Make an exact transcription of the data below.

Record excerpts Start Marker

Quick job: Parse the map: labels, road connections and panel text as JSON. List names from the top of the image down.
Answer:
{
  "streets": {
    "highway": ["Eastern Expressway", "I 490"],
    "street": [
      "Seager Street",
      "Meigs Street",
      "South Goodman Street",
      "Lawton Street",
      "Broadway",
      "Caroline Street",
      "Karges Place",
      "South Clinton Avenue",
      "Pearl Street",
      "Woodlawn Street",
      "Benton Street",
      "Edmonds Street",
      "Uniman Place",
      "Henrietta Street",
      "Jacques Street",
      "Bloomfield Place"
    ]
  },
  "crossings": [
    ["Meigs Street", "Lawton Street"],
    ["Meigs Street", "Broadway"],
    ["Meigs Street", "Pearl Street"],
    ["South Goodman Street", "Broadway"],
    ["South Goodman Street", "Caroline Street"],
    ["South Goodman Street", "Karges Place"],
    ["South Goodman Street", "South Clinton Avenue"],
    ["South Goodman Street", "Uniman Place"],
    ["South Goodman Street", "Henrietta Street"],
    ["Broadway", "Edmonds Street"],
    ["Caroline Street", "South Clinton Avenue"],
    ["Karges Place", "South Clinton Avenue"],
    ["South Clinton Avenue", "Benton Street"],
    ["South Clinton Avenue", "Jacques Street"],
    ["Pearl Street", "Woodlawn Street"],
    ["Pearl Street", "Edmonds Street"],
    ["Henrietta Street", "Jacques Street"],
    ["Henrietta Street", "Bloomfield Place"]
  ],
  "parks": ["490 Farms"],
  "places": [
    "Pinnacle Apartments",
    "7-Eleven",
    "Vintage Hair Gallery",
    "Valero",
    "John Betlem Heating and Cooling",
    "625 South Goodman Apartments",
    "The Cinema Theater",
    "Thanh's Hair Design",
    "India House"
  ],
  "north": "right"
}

Record excerpts End Marker

_Task response_
Quick job: Parse the map: labels, road connections and panel text as JSON. List names from the top of the image down.
Answer:
{
  "streets": {
    "highway": ["Eastern Expressway", "I 490"],
    "street": [
      "Seager Street",
      "Meigs Street",
      "South Goodman Street",
      "Lawton Street",
      "Broadway",
      "Caroline Street",
      "Karges Place",
      "South Clinton Avenue",
      "Pearl Street",
      "Woodlawn Street",
      "Benton Street",
      "Edmonds Street",
      "Uniman Place",
      "Henrietta Street",
      "Jacques Street",
      "Bloomfield Place"
    ]
  },
  "crossings": [
    ["Meigs Street", "Lawton Street"],
    ["Meigs Street", "Broadway"],
    ["Meigs Street", "Pearl Street"],
    ["South Goodman Street", "Broadway"],
    ["South Goodman Street", "Caroline Street"],
    ["South Goodman Street", "Karges Place"],
    ["South Goodman Street", "South Clinton Avenue"],
    ["South Goodman Street", "Uniman Place"],
    ["South Goodman Street", "Henrietta Street"],
    ["Broadway", "Edmonds Street"],
    ["Caroline Street", "South Clinton Avenue"],
    ["Karges Place", "South Clinton Avenue"],
    ["South Clinton Avenue", "Benton Street"],
    ["South Clinton Avenue", "Jacques Street"],
    ["Pearl Street", "Woodlawn Street"],
    ["Pearl Street", "Edmonds Street"],
    ["Henrietta Street", "Jacques Street"],
    ["Henrietta Street", "Bloomfield Place"]
  ],
  "parks": ["490 Farms"],
  "places": [
    "Pinnacle Apartments",
    "7-Eleven",
    "Vintage Hair Gallery",
    "Valero",
    "John Betlem Heating and Cooling",
    "625 South Goodman Apartments",
    "The Cinema Theater",
    "Thanh's Hair Design",
    "India House"
  ],
  "north": "right"
}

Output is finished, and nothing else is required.